The great poet Daniel Berszenyi (1776-1836) was a friend of Kazinczy, but seldom resorted to the accomplishments of linguistic reform. Its classical forms connect it to the school of Benedetto Virágh; he imitated Orazio, but with a romantic, exalted, dynamic soul. His subjects were love of country, heroism, religion, which relives in the sense of the fatal transience of things. Some of his odes (To the HungariansPrayerWinter approaching, etc.) are among the most sublime expressions of Hungarian poetry. Precisely for this reason it was never popular. On the other hand, the provincial simplicity of Gvadányi and Dugonics satisfied much better the demands of the reading public. This trend maintained and raised Alexander Kisfaludy (1772-1844) to a much higher level. The appearance of his first collection of verses: The loves of Himfy – Painful Love (1801), born at the time of his imprisonment in Provence and under the influence of the Canzoniere del Petrarca, costituì un avvenimento nazionale. Continuò a sviluppare le tradizioni nazionali con dignità di artista Michele Csokonai-Vitéz (1773-1805), il più colto tra i poeti di quest’epoca. Le sue impressionistiche canzoni d’amore si leggono con piacere anche oggi. La comicità spensierata, costituisce il pregio principale della sua epopea Dorotea, per la quale prese a modello il Rape of the Lock del Pope. In alcuni suoi lavori teatrali continuò il dramma scolastico del Settecento, arricchendolo però di tipi ungheresi.

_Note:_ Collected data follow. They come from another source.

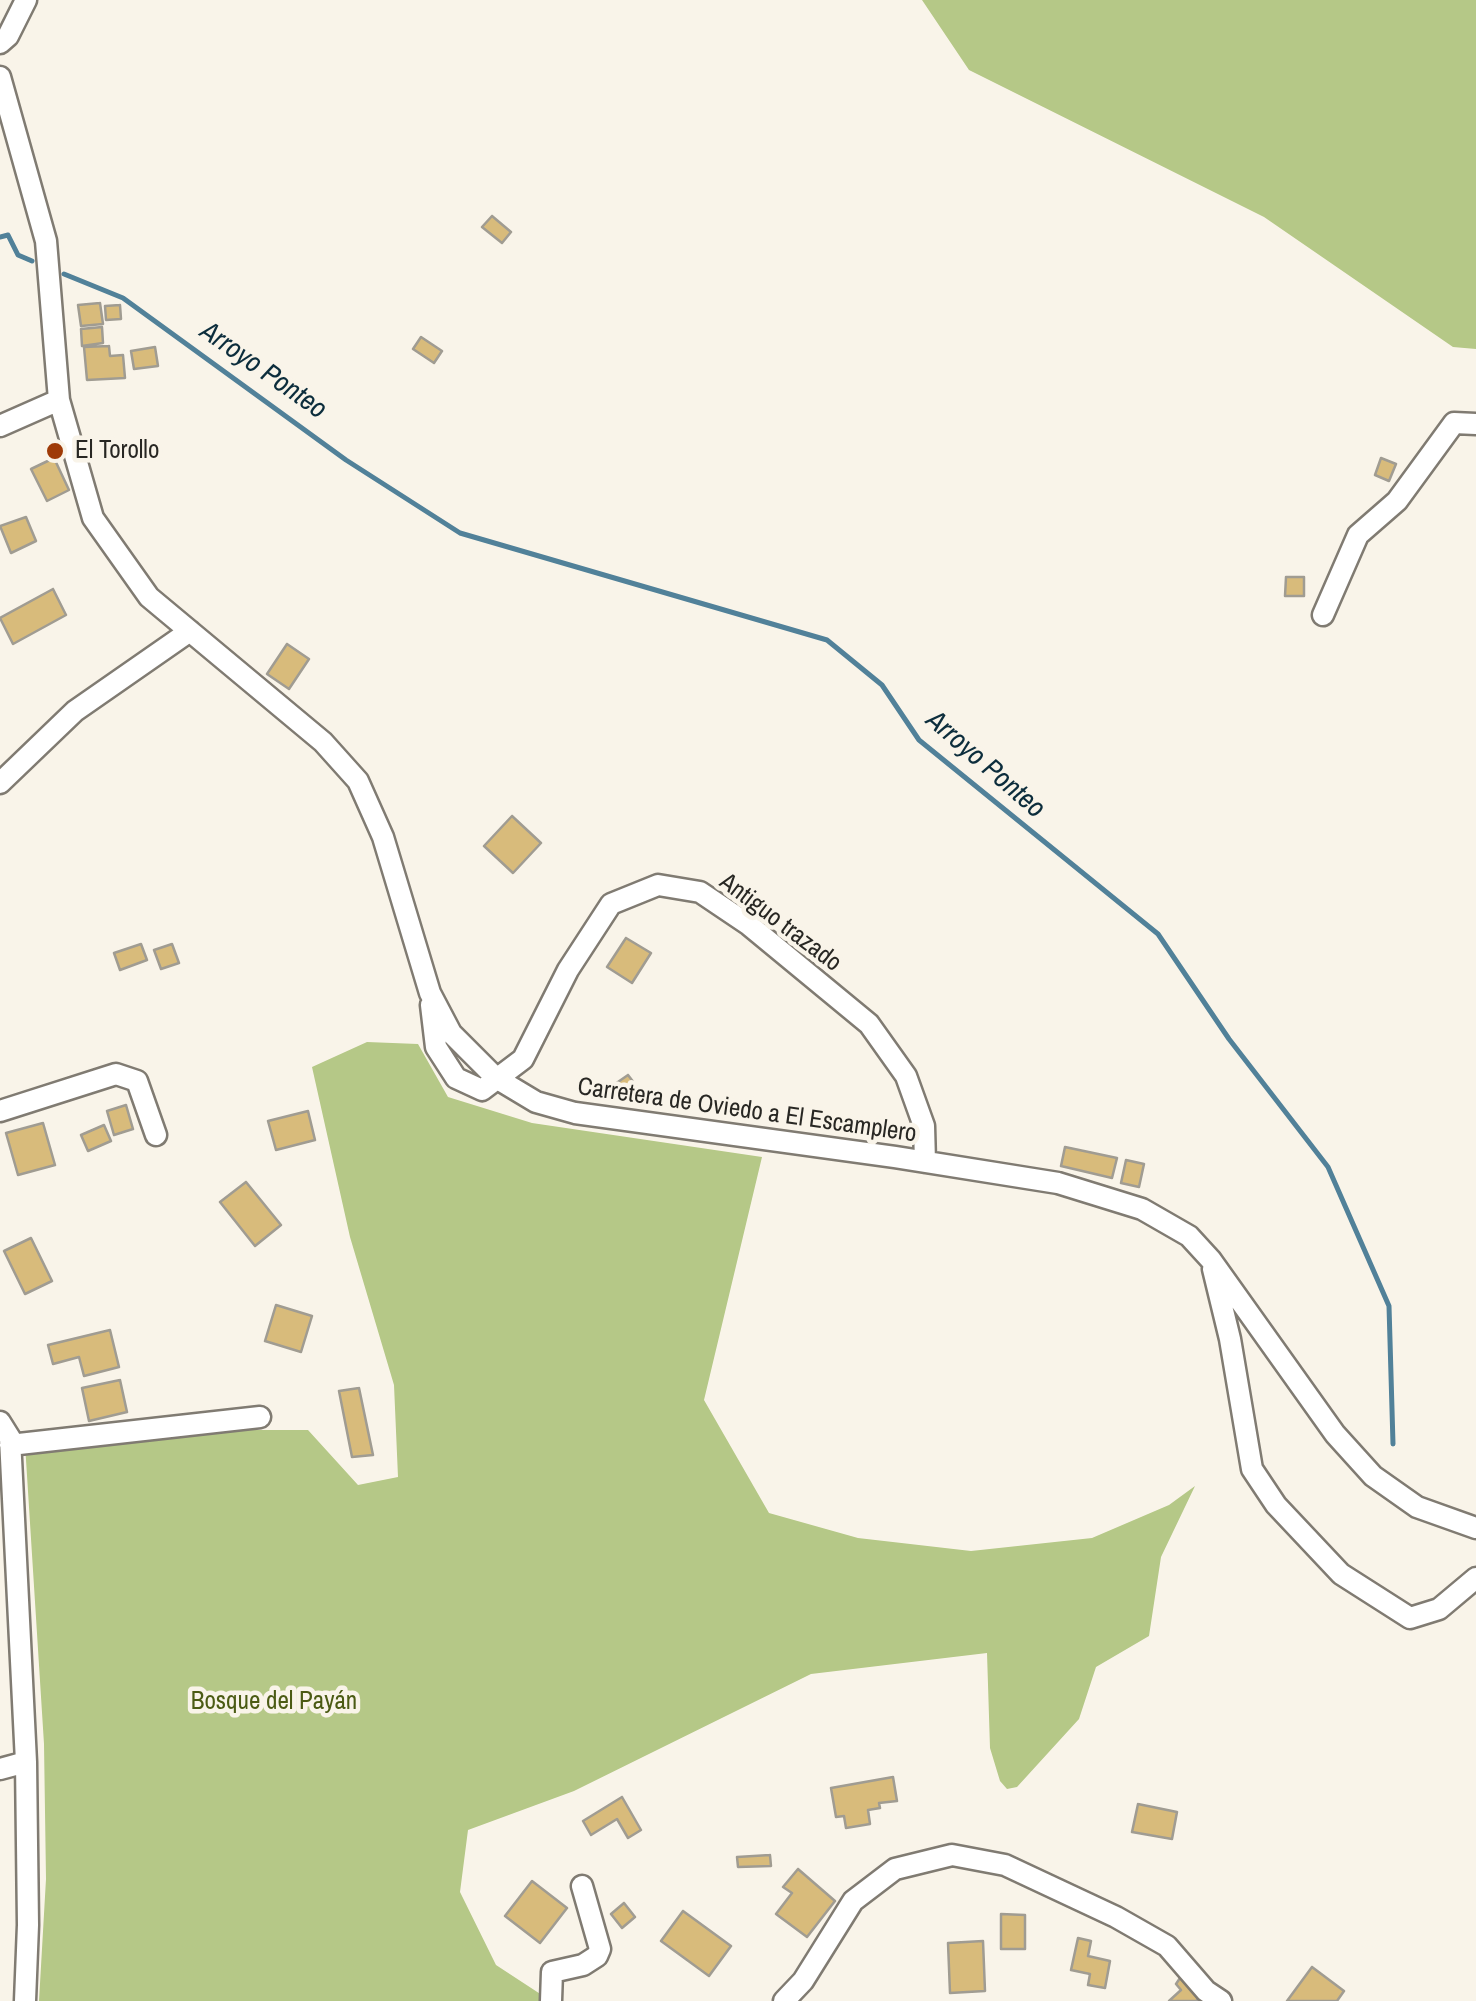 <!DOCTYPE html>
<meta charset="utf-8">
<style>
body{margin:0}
canvas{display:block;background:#f9f4e9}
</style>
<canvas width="1476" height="2001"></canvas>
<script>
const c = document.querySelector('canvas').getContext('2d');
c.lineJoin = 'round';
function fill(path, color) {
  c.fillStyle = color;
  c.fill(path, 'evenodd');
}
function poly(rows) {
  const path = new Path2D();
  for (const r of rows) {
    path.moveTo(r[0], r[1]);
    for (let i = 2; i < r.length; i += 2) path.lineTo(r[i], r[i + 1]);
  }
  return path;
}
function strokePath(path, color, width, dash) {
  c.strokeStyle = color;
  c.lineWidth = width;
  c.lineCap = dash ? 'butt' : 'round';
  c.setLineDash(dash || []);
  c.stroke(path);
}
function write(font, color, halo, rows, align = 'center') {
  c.font = font + ' "Archivo Narrow",sans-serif';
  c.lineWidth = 9;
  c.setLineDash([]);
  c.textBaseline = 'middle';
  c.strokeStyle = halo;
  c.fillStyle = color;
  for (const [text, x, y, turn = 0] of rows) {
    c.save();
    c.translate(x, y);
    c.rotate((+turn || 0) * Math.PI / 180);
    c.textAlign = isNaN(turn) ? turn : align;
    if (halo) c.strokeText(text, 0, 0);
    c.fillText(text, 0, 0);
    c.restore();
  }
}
const forest = poly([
 [922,0,1476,0,1476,349,1453,347,1264,217,969,70],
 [367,1042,418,1044,448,1097,532,1123,762,1157,704,1400,769,1513,858,1538,971,1551,1092,1538,1169,1505,1195,1486,1161,1557,1149,1636,1096,1667,1079,1719,1017,1787,1007,1789,1000,1781,990,1748,987,1653,811,1674,574,1791,468,1830,460,1892,496,1965,551,2001,39,2001,46,1879,44,1744,25,1444,129,1430,308,1430,358,1485,398,1477,394,1385,350,1237,312,1067]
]);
const stream = poly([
 [0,237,8,235,18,255,32,261],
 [64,274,123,298,346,460,460,533,827,640,882,685,919,740,1158,934,1229,1039,1328,1167,1389,1306,1393,1444]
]);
const building = poly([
 [492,216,511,232,502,243,482,227,492,216],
 [100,303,103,324,81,326,78,305,100,303],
 [120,305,121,319,106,320,105,306,120,305],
 [102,327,103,343,82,346,81,329,102,327],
 [421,337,442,351,434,363,413,349,421,337],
 [109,346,110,356,123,355,125,378,87,380,84,347,109,346],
 [155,347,158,366,134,369,131,351,155,347],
 [54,458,69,490,47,501,31,469,54,458],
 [1381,458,1396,464,1389,481,1375,475,1381,458],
 [26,517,36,541,11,553,0,526,26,517],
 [1286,577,1304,577,1304,596,1285,596,1286,577],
 [53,589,66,615,13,644,0,618,53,589],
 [287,644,309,659,289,689,267,674,287,644],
 [512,816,541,843,513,873,484,846,512,816],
 [626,938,651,953,632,983,607,967,626,938],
 [141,944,147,960,120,970,114,953,141,944],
 [172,944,179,963,161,969,154,950,172,944],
 [628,1075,638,1088,624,1098,615,1084,628,1075],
 [126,1105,133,1129,114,1135,107,1111,126,1105],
 [308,1111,315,1140,276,1150,268,1121,308,1111],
 [43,1123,55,1165,18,1175,6,1133,43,1123],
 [104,1125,111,1141,88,1151,81,1135,104,1125],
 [1065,1147,1117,1158,1112,1178,1061,1166,1065,1147],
 [1126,1160,1144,1164,1139,1187,1121,1183,1126,1160],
 [246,1182,281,1225,255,1246,220,1202,246,1182],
 [31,1238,52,1281,25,1294,4,1251,31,1238],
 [276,1305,312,1316,301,1352,265,1341,276,1305],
 [110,1330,119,1367,84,1376,79,1357,53,1364,48,1345,110,1330],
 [120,1380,127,1412,89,1421,82,1388,120,1380],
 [359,1388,373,1455,352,1457,339,1391,359,1388],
 [893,1777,897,1801,879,1803,880,1808,868,1810,870,1824,846,1828,844,1816,836,1817,831,1788,893,1777],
 [622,1797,641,1830,628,1838,617,1819,591,1835,583,1821,622,1797],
 [1138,1804,1177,1812,1172,1839,1132,1832,1138,1804],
 [770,1855,771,1866,738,1867,737,1857,770,1855],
 [798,1869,835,1901,807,1937,776,1914,792,1893,783,1887,798,1869],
 [532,1881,567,1908,540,1943,505,1916,532,1881],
 [624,1903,635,1917,622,1928,611,1914,624,1903],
 [683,1911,731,1946,709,1976,661,1941,683,1911],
 [1001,1914,1025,1915,1025,1949,1001,1949,1001,1914],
 [1078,1938,1091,1941,1088,1956,1110,1961,1105,1988,1088,1985,1090,1974,1071,1970,1078,1938],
 [983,1941,985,1991,950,1993,948,1943,983,1941],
 [1312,1967,1344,1991,1337,2001,1287,2001,1312,1967],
 [1182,1975,1201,1997,1196,2001,1169,2001,1181,1990,1176,1984,1182,1975]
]);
const minor = poly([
 [0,43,8,36,26,0],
 [0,77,46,241,59,400,93,518,149,597,323,742,358,781,383,837,430,993,451,1033,496,1078,536,1102,575,1113,895,1157,1058,1183,1142,1209,1189,1236,1211,1260,1335,1434,1373,1476,1417,1507,1476,1528],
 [0,426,59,400],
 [1323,615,1358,535,1397,501,1454,423,1476,424],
 [0,783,75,711,190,631],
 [431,1005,436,1047,456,1078,482,1090,523,1059,568,970,611,904,658,885,700,892,749,925,869,1024,906,1076,924,1126,925,1162],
 [0,1111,116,1074,137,1081,156,1135],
 [1213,1269,1230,1339,1252,1469,1276,1505,1341,1574,1410,1618,1439,1609,1476,1578],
 [0,1422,10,1438,26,1762,28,1925,25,2001],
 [10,1445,260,1417],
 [0,1769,26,1762],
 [551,2001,552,1972,583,1965,597,1956,600,1949,582,1886],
 [784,2001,803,1981,853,1901,895,1869,952,1855,1005,1865,1116,1917,1167,1946,1206,1991,1221,2001]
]);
const markers = [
 [55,451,10,"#9f3b08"]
];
const poiNames = [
 ["El Torollo",75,451]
];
const streetNames = [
 ["Antiguo trazado",780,923,37],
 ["Carretera de Oviedo a El Escamplero",747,1111,8]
];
const parkNames = [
 ["Bosque del Payán",274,1702]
];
const waterNames = [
 ["Arroyo Ponteo",263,371,35],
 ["Arroyo Ponteo",985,765,41]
];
fill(forest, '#b5c887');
strokePath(stream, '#518199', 5);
fill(building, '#d8bb7b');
strokePath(building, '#a09c92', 2.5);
strokePath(minor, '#807b72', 25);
strokePath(minor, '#fff', 20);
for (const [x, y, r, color] of markers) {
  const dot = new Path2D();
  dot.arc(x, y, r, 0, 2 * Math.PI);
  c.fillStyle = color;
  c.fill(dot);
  strokePath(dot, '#f9f4e9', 4);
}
write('25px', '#282723', '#f9f4e9', poiNames, 'left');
write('25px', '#282723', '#f9f4e9', streetNames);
write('25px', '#4b5b14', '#f9f4e9', parkNames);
write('italic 28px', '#0c2d3c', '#f9f4e9', waterNames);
</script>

The first dramatic company, composed of professional actors, was formed in 1790. For a long time in its repertoire there was no original work of importance, but only translated and Magyarized comedies. The first Hungarian playwright who achieved serious success and who became an authority in the literary field was Carlo Kisfaludy (1788-1830).

His first play entitled The Tatars in Hungary (1819), differs from the German models then in vogue only for its national tendencies; but in his later works – under the influence of Shakespeare – he tended to an ever higher style, and his Irene is very high not only for expression, but also for truly tragic conception. He learned from Kotzebue the technique of his plays, excellent in structure and rich in effects (The pretendersDelusions), but in his characters he was able to revive the Hungarian society of the time.

After these modest antecedents, almost like a miracle, Giuseppe Katona’s Bano Bánk (1791-1830) appeared, the most perfect Hungarian tragedy that has been written to date.